Data shown:
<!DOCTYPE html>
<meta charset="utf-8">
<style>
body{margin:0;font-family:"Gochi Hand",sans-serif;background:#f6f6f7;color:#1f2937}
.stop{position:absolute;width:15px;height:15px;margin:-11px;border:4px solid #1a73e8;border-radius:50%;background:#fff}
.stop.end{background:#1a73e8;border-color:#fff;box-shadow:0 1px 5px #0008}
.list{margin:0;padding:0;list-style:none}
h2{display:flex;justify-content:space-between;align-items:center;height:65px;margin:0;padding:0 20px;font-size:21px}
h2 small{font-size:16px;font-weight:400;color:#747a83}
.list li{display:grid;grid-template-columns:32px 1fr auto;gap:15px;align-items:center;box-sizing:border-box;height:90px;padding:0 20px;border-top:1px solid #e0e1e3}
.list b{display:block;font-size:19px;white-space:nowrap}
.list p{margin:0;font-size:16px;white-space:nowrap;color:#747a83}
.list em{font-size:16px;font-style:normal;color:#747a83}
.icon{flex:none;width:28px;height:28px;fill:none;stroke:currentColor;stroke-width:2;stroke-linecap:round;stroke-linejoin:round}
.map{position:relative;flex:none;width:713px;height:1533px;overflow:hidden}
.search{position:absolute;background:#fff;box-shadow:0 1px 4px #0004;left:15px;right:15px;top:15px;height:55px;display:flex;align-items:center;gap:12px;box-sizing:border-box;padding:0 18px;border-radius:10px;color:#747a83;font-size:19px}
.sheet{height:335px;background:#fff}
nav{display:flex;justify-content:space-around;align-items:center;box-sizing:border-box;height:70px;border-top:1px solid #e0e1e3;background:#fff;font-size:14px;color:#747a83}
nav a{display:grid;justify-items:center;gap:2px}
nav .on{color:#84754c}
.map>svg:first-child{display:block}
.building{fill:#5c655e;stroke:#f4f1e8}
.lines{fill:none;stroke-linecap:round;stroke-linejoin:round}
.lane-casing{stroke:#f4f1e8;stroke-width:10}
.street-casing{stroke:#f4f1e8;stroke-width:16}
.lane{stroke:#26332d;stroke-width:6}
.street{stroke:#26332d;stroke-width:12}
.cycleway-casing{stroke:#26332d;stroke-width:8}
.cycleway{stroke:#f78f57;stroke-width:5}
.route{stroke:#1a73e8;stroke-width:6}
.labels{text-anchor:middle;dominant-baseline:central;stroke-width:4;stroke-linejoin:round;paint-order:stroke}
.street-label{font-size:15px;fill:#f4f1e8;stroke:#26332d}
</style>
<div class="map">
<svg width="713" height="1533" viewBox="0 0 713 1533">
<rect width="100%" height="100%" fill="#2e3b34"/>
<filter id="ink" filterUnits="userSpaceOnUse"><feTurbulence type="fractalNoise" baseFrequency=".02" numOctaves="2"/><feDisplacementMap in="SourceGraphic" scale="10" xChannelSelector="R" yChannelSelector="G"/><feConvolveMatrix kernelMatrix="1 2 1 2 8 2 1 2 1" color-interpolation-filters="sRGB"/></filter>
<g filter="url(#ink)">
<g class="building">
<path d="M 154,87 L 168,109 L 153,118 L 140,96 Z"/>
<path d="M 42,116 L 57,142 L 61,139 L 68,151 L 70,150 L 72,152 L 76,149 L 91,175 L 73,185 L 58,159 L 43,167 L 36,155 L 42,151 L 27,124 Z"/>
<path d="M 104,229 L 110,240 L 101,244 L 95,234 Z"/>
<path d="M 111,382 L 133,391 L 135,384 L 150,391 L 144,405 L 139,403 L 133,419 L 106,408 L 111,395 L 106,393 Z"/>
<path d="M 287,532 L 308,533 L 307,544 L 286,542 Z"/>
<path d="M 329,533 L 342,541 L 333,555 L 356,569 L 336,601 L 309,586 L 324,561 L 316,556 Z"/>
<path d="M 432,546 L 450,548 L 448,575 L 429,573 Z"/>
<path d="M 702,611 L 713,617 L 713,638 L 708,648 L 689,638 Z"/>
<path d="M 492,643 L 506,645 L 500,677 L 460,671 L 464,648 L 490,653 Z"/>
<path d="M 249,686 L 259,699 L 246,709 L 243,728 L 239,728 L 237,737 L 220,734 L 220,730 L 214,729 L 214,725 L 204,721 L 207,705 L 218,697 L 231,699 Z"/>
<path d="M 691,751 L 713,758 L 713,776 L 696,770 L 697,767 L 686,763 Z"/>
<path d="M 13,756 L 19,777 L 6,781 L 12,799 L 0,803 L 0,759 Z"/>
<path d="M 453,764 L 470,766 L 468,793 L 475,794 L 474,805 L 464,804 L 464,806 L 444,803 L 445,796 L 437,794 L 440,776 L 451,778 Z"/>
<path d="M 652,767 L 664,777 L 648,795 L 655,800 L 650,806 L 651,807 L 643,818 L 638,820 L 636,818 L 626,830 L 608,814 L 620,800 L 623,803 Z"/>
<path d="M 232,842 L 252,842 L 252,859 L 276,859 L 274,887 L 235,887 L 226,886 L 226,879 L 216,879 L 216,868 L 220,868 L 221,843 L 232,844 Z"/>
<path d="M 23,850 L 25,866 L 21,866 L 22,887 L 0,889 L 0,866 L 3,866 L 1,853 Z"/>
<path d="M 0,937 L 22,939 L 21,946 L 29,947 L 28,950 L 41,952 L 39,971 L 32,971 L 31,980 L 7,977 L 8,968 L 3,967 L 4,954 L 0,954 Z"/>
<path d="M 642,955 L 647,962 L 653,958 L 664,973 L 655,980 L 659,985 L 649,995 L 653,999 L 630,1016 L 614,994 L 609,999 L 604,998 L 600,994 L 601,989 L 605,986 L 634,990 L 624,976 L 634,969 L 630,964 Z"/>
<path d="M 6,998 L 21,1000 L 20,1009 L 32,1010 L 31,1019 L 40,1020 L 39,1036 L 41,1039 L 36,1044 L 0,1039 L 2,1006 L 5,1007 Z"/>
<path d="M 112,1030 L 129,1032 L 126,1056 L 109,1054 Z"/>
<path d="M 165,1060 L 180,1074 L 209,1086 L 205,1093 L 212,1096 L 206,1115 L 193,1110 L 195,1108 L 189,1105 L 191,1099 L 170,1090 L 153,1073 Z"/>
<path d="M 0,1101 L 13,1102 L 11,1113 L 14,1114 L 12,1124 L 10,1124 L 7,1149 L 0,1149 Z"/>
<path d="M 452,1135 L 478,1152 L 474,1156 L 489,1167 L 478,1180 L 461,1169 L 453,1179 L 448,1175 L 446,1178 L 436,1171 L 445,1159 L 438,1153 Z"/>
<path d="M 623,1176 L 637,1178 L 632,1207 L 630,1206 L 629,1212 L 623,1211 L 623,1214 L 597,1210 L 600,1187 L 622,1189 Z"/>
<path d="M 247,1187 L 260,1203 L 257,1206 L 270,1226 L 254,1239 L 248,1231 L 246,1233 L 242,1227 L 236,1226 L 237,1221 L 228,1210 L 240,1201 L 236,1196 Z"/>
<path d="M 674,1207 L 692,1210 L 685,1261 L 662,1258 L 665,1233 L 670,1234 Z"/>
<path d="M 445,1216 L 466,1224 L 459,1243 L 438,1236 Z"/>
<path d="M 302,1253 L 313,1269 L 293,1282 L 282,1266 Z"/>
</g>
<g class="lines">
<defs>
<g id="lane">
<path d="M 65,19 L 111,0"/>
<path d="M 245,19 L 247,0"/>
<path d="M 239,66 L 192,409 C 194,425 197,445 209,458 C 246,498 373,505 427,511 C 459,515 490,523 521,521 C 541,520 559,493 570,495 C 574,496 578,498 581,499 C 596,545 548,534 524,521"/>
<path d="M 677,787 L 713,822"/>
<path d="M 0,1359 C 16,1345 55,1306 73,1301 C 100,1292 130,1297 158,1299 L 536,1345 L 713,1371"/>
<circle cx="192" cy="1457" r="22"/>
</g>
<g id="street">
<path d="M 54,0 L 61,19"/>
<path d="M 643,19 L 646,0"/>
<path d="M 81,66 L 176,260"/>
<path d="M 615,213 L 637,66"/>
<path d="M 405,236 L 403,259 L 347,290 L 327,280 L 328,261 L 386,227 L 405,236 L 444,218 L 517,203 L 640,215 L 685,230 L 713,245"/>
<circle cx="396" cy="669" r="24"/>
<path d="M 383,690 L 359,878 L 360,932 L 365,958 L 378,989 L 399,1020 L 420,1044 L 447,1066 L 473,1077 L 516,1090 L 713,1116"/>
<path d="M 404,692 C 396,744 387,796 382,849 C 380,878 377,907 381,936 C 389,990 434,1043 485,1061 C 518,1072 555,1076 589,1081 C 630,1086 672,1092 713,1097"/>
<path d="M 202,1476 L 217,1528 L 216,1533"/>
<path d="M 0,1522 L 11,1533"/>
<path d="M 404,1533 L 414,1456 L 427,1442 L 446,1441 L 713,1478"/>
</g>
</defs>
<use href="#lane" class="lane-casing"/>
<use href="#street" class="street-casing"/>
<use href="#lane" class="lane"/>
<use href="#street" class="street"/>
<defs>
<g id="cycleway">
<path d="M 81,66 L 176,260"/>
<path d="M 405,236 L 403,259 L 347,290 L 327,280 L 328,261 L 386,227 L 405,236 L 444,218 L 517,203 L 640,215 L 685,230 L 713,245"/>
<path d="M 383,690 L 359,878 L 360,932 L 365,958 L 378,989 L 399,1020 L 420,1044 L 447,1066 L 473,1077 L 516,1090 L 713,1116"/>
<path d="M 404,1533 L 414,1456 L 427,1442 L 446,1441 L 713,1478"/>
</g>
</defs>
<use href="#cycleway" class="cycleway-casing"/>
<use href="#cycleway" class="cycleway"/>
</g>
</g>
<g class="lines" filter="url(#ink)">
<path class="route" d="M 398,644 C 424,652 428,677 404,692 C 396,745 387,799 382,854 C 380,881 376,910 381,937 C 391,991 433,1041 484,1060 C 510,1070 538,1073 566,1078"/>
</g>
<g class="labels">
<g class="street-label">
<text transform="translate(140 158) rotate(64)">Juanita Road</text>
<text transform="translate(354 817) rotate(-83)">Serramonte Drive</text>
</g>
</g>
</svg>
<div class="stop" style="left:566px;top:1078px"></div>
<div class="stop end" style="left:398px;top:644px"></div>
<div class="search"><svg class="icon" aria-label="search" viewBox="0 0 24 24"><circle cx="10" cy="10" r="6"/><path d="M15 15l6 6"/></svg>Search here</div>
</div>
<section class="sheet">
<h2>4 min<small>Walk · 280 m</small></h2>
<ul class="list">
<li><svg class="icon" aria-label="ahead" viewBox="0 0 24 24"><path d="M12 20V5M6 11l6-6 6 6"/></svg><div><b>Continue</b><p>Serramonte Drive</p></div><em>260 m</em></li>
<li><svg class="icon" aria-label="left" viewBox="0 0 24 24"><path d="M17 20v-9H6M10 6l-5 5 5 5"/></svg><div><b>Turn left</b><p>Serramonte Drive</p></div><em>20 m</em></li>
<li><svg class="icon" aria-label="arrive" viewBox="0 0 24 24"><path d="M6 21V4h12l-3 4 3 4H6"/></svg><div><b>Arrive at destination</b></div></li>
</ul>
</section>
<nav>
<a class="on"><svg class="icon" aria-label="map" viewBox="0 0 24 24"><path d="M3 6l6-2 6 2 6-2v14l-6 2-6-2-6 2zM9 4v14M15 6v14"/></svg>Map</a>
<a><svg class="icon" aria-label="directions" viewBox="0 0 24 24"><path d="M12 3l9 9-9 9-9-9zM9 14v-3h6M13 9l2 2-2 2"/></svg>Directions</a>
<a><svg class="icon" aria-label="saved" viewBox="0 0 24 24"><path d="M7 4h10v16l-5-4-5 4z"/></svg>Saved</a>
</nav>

Problem requirements:
Look through the data and show every line containing "Serramonte".

Completed task:
<text transform="translate(354 817) rotate(-83)">Serramonte Drive</text>
<li><svg class="icon" aria-label="ahead" viewBox="0 0 24 24"><path d="M12 20V5M6 11l6-6 6 6"/></svg><div><b>Continue</b><p>Serramonte Drive</p></div><em>260 m</em></li>
<li><svg class="icon" aria-label="left" viewBox="0 0 24 24"><path d="M17 20v-9H6M10 6l-5 5 5 5"/></svg><div><b>Turn left</b><p>Serramonte Drive</p></div><em>20 m</em></li>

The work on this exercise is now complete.